Indeed. What I'm trying describe in clumsy English is that while X is the class object, it really is just a reference; if you assigned something else to “X” then it would no longer be. The important point is that in Python, the name ‘X’ does not become special; it is just another variable.
3

Depending on where you get this string, any general method may be insecure (one such method is to simply use eval(string).

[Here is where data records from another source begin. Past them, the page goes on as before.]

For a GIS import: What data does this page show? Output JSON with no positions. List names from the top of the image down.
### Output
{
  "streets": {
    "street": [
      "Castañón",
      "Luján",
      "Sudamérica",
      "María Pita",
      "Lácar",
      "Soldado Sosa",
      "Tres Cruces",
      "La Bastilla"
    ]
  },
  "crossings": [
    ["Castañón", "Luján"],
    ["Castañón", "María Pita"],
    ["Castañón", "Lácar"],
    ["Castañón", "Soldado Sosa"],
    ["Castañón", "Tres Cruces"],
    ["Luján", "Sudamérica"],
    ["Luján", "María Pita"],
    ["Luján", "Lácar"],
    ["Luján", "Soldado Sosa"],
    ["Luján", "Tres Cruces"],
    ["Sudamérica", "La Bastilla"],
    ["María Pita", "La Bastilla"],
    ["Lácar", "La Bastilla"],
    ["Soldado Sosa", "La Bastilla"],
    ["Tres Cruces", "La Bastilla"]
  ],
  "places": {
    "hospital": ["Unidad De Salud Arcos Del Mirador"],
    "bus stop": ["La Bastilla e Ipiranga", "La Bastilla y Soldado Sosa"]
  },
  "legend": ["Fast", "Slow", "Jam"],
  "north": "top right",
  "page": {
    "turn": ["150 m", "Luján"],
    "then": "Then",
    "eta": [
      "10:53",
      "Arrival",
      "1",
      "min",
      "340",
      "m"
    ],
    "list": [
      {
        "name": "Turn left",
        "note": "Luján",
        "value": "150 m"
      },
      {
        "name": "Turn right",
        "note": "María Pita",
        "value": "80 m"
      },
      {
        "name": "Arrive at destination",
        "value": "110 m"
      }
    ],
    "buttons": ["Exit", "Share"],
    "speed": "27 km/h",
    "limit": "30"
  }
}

The best method is to define a dict mapping names to classes:

class WrapperClass:
    def display_var(self):
        #FIXME: self.__class_name__.__name__ is a string
        print d[self.__class__.__name__].the_var

class SomeSubClass(WrapperClass):
    the_var = "abc"

class AnotherSubClass(WrapperClass):
    the_var = "def"

d = {'WrapperClass': WrapperClass, 'SomeSubClass': SomeSubClass, 'AnotherSubClass': AnotherSubClass}
AnotherSubClass().display_var()
# prints 'def'

Comments

2

Your example would work if you called print self.__class__.var. I don't think there's any need to use the name.

1 Comment

Appearently not, why would he ask if he knew the answer?
0

There exists a case where one has the name of a class, but not a reference to it. A tkinter Entry widget has a validate method which returns to the callback function (%W parameter) the name of the widget, not a reference to it. If you have a window with an array of entry fields, It is inconvenient to use a different callback function for each entry. Converting the string name to the reference in the callback function is a more efficient way to associate the callback to the source of the validate event. I would have commented on Devin's answer, but don't have the reputation points to make comments yet.